You may be wondering why on earth I would want to be stuck in a book that requires strenuous physical activity. Let me explain:

First of all, it’s only 5 days. I think I can manage 5 days on the trail, and our packs would be much lighter with two to carry the load. Secondly, I quite like the ‘trapped’ bit. I will know that for the next 5 days I am stuck. There is no running off to watch tv or read peacefully from bed. There is no time to sit and worry about work or money or if I can make it. I can only put one foot in front of the other for 5 days.  While I know I can be mindful and meditate in any place,  I think this quote is the reason I would like to be trapped inside the book:

On the PCT I had no choice but to inhabit it entirely, to show my grubby face to the whole wide world.

This so wonderfully sums up what mindfulness is to me. The memoir is woven through flashbacks to times in the authors life that haunt her: the early death of her mother, the divorce of her first husband, her struggles to keep her family together and her addiction to heroin.  I don’t think the author would say that this one, albeit life changing, trip cured her, nor do I think she would say you necessarily need to leave your front door, but being a wanderer at heart, I love travel memoirs as I think it mirrors the journeys we all need to take, even in our daily lives.
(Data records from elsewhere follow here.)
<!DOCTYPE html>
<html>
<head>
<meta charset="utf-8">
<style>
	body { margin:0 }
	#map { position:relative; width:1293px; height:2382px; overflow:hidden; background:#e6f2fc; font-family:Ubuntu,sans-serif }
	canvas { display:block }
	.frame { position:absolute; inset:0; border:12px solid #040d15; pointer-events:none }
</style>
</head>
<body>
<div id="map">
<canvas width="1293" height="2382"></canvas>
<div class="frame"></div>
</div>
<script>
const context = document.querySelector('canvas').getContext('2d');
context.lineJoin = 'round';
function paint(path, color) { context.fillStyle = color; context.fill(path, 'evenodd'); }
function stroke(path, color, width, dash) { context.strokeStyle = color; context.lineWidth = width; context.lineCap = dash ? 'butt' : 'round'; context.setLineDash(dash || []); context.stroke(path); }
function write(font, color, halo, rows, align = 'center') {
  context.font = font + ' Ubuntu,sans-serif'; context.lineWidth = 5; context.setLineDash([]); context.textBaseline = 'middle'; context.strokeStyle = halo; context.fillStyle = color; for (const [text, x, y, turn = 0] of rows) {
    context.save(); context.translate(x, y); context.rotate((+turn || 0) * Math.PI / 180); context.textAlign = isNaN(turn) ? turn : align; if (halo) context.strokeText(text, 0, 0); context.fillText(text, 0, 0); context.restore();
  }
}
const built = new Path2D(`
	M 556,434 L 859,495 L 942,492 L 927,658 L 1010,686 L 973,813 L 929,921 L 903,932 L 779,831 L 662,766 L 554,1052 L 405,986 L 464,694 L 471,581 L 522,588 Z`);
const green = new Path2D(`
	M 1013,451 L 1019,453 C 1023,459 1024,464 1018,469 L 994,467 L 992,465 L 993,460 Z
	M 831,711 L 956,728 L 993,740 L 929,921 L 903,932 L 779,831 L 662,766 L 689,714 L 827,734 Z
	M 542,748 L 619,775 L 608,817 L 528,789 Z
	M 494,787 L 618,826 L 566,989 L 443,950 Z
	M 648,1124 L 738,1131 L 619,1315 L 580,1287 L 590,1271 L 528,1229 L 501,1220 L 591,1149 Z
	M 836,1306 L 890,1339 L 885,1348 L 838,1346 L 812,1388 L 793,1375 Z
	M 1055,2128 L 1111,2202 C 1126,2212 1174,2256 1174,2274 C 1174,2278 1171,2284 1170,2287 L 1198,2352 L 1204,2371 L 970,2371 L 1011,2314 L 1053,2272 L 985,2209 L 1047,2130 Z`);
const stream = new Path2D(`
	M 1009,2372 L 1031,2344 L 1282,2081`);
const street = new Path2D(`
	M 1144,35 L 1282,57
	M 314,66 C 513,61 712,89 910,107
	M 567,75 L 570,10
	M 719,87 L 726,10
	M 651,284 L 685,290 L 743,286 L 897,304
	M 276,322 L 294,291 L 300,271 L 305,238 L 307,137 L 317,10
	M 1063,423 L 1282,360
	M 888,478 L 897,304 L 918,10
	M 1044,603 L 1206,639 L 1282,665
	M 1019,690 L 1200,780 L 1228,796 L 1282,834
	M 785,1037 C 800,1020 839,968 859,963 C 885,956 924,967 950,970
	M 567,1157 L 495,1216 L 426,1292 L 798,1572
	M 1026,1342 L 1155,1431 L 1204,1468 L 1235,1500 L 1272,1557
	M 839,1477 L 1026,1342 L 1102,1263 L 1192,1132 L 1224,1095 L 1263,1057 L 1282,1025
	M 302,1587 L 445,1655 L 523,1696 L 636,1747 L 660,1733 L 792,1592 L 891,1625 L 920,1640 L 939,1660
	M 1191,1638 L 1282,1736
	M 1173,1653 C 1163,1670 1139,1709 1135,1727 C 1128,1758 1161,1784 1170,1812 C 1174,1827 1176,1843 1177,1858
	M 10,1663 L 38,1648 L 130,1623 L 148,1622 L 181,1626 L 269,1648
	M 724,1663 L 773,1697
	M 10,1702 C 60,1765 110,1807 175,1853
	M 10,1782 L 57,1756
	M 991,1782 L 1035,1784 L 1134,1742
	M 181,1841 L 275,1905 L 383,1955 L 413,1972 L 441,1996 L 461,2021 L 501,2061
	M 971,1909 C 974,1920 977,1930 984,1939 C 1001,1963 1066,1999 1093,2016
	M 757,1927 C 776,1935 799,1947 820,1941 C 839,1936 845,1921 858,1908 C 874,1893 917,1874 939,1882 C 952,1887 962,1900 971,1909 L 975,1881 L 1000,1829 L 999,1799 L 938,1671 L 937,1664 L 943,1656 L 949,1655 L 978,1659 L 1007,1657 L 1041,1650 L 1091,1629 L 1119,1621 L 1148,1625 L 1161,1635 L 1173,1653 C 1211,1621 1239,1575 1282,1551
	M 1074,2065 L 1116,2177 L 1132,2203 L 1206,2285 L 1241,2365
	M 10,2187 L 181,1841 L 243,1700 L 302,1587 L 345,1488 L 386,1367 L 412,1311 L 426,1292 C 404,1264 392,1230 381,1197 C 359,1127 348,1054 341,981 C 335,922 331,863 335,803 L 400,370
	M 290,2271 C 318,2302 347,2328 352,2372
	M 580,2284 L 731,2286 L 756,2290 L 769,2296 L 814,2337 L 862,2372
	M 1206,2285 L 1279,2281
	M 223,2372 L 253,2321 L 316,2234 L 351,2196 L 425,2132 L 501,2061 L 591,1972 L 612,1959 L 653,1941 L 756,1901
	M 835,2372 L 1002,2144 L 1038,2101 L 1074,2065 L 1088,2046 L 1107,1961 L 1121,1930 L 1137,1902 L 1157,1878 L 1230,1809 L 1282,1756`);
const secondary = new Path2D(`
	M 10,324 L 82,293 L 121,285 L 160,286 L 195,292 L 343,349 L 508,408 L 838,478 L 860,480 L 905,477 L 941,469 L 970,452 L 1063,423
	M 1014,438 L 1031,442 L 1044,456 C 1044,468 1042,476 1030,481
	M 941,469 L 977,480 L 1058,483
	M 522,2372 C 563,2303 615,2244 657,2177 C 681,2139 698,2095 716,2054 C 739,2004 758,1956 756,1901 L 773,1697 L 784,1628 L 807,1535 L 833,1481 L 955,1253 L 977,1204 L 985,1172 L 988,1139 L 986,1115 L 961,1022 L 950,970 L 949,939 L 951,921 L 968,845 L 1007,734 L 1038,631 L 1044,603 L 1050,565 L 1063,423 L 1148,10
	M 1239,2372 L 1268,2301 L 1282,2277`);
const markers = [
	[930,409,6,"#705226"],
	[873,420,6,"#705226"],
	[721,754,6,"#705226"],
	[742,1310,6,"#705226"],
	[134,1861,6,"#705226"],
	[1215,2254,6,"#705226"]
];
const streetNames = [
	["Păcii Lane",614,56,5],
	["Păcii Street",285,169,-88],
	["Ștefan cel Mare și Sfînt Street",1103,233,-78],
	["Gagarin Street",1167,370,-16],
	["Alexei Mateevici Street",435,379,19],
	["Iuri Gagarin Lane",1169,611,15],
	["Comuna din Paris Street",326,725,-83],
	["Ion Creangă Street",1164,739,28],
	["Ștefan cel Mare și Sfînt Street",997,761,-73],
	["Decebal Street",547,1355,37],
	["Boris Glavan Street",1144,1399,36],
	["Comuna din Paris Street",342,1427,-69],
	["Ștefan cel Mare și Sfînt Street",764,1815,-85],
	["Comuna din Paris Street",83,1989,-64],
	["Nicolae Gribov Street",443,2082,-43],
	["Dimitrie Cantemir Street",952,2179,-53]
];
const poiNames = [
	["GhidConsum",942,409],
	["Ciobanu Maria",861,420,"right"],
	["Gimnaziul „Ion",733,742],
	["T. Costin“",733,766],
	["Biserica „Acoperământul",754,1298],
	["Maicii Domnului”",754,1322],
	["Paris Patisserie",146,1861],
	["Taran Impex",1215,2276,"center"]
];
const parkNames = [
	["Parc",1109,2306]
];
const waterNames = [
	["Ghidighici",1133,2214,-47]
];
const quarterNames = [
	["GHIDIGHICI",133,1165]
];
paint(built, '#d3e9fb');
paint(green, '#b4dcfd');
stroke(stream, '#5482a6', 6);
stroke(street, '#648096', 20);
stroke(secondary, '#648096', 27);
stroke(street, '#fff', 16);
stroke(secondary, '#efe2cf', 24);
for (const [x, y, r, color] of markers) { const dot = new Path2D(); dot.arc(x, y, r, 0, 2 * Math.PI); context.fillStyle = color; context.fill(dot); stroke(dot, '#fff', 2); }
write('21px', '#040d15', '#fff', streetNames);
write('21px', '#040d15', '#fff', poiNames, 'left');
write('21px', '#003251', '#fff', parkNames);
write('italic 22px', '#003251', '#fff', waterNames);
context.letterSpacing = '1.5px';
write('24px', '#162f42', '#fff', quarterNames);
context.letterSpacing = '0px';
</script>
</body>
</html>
I think it reflects a lot of the reasons why I chose to travel myself. I am lucky enough to have had a less ‘traumatic’ early adulthood than the author, but I have still fought my battles, both within myself and against the world. I can relate to how much traveling puts things into perspective, and one thing I really learnt about myself was how much being in nature centres and grounds me. It’s like instant meditation!

In conclusion, I would not want to wander in the America wilderness for years on end, but I think a short foray into the author’s world, would make for some wonderful adventures, inside and out.